FDIC Fund Slides into the Red as Banks Pull Back Lending
By: Carrie Bay
It’s official: the overwhelming number of bank failures since the onset of the nation’s financial crisis have pushed the FDIC’s insurance fund into negative territory. The agency said Tuesday that its reserve used to protect consumers’ deposits when a financial institution goes under is $8.2 billion in the hole.
This marks only the second time in history that the FDIC’s capital supply has fallen below zero. The first occurrence was in the third quarter of 1992, during the agency’s clean-up of the savings and loan crisis.
FDIC officials warned back in September that the government-run deposit insurance fund was heading for broke. Since that foreboding premonition, the agency has implemented a new payment structure requiring insured institutions to prepay three years worth of fees in order to replenish its purse. The FDIC expects to rake in over $45 billion from this unprecedented billing arrangement, but collection of this added capital doesn’t begin until December 30.
Technically, though, the FDIC says it has plenty of money to cover any near-term bank closures. Just as banks set aside capital to cover anticipated loan losses, the agency has stashed away an additional $38.9 billion to deal with what is expected to be another steady stream of institutional failures next year. With this contingent reserve, the FDIC’s finances actually show a positive balance of $30.7 billion.
FDIC Chairman Sheila Bair says she expects the cost of bank failures between 2009 and 2013 to reach about $100 billion. Bair said Tuesday that the agency’s watchlist of what it considers “problem” banks climbed to 552 at the end of the third quarter, up from the second quarter’s tally of 416. The new figure represents about 7 percent of all U.S. banks.
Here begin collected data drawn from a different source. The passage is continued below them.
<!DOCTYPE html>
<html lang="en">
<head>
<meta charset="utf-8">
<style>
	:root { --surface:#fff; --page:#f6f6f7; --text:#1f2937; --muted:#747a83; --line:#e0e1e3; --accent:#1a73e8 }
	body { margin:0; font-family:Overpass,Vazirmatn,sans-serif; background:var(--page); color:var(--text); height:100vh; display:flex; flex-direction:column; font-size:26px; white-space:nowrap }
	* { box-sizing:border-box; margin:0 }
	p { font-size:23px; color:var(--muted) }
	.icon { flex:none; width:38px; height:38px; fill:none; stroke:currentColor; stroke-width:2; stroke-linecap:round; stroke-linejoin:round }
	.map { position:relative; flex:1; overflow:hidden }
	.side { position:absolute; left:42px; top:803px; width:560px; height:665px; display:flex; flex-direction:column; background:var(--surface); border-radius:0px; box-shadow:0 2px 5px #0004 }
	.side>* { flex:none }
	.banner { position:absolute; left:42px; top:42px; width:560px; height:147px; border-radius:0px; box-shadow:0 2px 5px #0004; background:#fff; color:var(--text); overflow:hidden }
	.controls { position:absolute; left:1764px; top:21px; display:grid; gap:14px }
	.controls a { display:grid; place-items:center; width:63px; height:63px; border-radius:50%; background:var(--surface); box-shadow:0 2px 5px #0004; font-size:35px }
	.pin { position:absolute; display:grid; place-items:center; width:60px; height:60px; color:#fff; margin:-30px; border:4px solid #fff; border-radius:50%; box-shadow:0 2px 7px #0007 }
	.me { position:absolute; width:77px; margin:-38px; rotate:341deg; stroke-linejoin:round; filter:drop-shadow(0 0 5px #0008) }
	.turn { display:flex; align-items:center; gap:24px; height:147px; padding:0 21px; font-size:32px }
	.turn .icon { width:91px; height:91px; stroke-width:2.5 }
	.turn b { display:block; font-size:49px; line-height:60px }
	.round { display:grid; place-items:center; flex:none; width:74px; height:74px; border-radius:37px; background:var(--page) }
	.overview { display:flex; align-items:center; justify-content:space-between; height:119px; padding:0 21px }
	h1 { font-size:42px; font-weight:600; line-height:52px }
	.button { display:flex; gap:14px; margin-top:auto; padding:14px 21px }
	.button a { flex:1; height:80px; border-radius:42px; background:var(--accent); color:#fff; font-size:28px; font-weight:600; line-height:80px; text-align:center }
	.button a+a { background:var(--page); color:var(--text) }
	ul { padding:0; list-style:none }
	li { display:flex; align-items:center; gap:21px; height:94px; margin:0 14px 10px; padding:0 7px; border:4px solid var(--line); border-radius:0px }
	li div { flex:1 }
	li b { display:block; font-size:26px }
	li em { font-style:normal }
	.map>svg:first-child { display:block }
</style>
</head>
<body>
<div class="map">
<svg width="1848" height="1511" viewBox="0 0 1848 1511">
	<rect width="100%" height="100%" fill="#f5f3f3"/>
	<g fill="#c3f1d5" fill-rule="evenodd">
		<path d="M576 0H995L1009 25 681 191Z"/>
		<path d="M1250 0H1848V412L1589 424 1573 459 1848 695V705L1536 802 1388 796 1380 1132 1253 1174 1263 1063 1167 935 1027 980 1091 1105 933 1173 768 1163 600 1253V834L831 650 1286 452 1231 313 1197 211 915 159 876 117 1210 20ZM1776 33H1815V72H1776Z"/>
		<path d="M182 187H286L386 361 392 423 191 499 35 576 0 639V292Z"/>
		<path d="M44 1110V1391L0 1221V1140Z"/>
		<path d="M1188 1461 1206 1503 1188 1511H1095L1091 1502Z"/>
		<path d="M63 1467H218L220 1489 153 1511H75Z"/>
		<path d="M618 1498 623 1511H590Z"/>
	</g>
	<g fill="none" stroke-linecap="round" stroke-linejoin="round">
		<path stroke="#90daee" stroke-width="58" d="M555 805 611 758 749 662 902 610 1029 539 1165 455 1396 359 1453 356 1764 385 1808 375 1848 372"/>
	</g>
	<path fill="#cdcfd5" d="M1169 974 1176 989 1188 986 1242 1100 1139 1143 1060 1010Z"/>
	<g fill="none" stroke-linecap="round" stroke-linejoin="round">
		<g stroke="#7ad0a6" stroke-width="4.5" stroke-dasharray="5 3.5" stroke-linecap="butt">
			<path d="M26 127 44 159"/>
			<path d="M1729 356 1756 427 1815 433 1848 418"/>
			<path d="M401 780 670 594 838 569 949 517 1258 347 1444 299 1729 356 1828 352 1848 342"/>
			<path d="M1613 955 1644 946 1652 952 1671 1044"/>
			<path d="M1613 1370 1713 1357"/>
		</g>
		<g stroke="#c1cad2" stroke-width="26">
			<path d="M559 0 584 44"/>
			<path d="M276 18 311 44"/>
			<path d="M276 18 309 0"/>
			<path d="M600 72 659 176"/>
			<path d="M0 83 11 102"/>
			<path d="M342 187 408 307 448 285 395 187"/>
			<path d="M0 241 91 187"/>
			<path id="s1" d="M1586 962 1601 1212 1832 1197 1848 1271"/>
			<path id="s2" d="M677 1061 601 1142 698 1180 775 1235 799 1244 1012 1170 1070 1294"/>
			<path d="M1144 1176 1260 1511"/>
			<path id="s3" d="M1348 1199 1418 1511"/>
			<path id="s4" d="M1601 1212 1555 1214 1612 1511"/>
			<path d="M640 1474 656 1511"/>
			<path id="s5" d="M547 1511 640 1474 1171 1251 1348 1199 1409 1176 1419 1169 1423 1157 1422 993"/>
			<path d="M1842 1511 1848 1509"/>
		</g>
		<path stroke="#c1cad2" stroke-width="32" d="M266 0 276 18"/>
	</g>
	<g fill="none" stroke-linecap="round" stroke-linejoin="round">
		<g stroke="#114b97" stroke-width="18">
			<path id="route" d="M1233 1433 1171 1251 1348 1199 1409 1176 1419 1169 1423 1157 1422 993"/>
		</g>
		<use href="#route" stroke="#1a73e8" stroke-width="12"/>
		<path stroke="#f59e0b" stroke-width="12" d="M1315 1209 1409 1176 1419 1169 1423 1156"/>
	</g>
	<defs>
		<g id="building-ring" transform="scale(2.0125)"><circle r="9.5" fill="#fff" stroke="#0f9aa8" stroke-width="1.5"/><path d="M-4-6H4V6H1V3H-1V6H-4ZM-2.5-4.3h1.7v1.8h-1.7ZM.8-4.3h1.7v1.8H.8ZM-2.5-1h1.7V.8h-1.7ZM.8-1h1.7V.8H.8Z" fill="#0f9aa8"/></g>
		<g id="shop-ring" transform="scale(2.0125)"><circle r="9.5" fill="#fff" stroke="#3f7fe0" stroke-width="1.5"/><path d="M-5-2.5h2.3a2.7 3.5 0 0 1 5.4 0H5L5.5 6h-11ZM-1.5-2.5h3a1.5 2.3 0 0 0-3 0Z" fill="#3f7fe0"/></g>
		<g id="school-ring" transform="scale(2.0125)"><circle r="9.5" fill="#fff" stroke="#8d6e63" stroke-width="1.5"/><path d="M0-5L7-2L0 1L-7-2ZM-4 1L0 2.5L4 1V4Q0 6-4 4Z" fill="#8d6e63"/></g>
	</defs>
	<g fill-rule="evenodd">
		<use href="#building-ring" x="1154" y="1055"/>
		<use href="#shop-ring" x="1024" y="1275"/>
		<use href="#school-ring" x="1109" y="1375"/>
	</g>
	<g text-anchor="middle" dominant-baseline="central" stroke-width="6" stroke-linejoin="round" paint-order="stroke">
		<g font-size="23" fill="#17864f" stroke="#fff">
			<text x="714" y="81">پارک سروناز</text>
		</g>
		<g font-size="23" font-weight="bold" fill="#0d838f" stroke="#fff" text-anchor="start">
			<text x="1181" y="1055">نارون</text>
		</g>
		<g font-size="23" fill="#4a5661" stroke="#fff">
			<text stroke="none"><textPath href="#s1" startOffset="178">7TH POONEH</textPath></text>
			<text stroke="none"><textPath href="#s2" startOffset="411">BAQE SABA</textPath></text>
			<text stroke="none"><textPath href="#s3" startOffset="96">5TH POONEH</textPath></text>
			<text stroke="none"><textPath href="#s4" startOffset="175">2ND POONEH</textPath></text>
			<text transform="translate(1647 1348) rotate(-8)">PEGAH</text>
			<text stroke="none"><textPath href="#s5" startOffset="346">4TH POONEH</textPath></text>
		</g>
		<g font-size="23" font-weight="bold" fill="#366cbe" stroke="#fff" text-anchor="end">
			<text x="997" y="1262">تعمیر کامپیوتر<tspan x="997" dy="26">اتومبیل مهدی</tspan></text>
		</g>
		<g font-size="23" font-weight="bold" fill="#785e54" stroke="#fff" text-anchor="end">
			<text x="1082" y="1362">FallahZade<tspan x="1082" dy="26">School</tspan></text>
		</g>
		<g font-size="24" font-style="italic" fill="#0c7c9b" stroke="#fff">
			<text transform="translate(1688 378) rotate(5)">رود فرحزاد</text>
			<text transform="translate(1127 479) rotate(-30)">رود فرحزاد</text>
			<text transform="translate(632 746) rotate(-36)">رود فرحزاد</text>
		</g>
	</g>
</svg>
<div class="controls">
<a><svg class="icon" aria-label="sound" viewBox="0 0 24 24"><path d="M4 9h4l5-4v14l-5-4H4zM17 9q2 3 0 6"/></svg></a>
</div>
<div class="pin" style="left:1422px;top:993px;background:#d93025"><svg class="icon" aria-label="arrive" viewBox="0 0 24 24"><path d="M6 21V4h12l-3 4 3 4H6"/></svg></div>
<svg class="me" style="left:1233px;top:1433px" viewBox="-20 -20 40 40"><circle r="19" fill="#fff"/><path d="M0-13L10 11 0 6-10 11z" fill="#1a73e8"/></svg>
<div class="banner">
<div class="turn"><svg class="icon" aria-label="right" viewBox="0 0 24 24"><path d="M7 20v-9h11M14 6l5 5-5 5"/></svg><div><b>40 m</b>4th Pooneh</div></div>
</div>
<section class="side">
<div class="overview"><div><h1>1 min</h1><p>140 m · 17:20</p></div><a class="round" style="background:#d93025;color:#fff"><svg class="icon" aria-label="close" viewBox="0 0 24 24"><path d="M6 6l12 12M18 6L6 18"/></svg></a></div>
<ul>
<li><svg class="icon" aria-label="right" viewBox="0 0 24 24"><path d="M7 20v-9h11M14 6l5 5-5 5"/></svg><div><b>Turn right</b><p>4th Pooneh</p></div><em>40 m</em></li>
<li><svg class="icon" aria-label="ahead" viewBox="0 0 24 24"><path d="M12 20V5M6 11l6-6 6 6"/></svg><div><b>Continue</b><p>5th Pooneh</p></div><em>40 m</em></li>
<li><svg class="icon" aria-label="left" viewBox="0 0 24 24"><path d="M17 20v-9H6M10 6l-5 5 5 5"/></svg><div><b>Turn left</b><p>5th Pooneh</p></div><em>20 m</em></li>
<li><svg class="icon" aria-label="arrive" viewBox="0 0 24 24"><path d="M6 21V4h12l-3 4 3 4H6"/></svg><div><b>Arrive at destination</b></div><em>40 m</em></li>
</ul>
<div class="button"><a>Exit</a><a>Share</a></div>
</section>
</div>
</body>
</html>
In the Tuesday release of the FDIC’s quarterly assessment of the nation’s banking landscape, the agency also reported that banks’ cut lending in Q3 by the largest amount since the government began tracking loan activity in 1984, with declines recorded in every loan category, from commercial and real estate mortgages to small business and corporate funding.
Total loan balances of FDIC-insured institutions fell by $210.4 billion, or 2.8 percent, compared to the second quarter of this year, indicating that banks are still reluctant to extend credit which analysts agree is an essential element of an economic recovery. According to the report, large banks were responsible for 75 percent of the decline. It’s these institutions that hold more than half of the industry’s assets and were the primary recipients of the government’s bailout program – funding intended to jumpstart lending.
“For now, the credit adversity we have been observing for some time remains with us, and we expect that it will be at least a couple of more quarters before we see a meaningful improvement in that trend,” Chairman Bair said.
Soured loans – particularly in real estate – are still a daunting obstacle for the financial industry’s revival. In the third quarter alone, banks charged off $50.8 billion in bad loans, or 2.71 percent of assets. That figure is up from $28.1 billion a year earlier.
Noncurrent loans and leases increased by $34.7 billion during the July to September time period. At the end of the third quarter, these noncurrent assets stood at $366.6 billion, or 4.94 percent of the industry’s total loans and leases.
Despite the pull-back in lending and more bad loans on the books, banks reported aggregate net income of $2.8 billion in the third quarter of 2009. The quarterly earnings were more than three times the $879 million the industry earned a year earlier and represented a significant improvement over the collective $4.3 billion net loss in the second quarter of 2009. Twenty-six percent of all insured institutions reported an individual net loss in the latest quarter.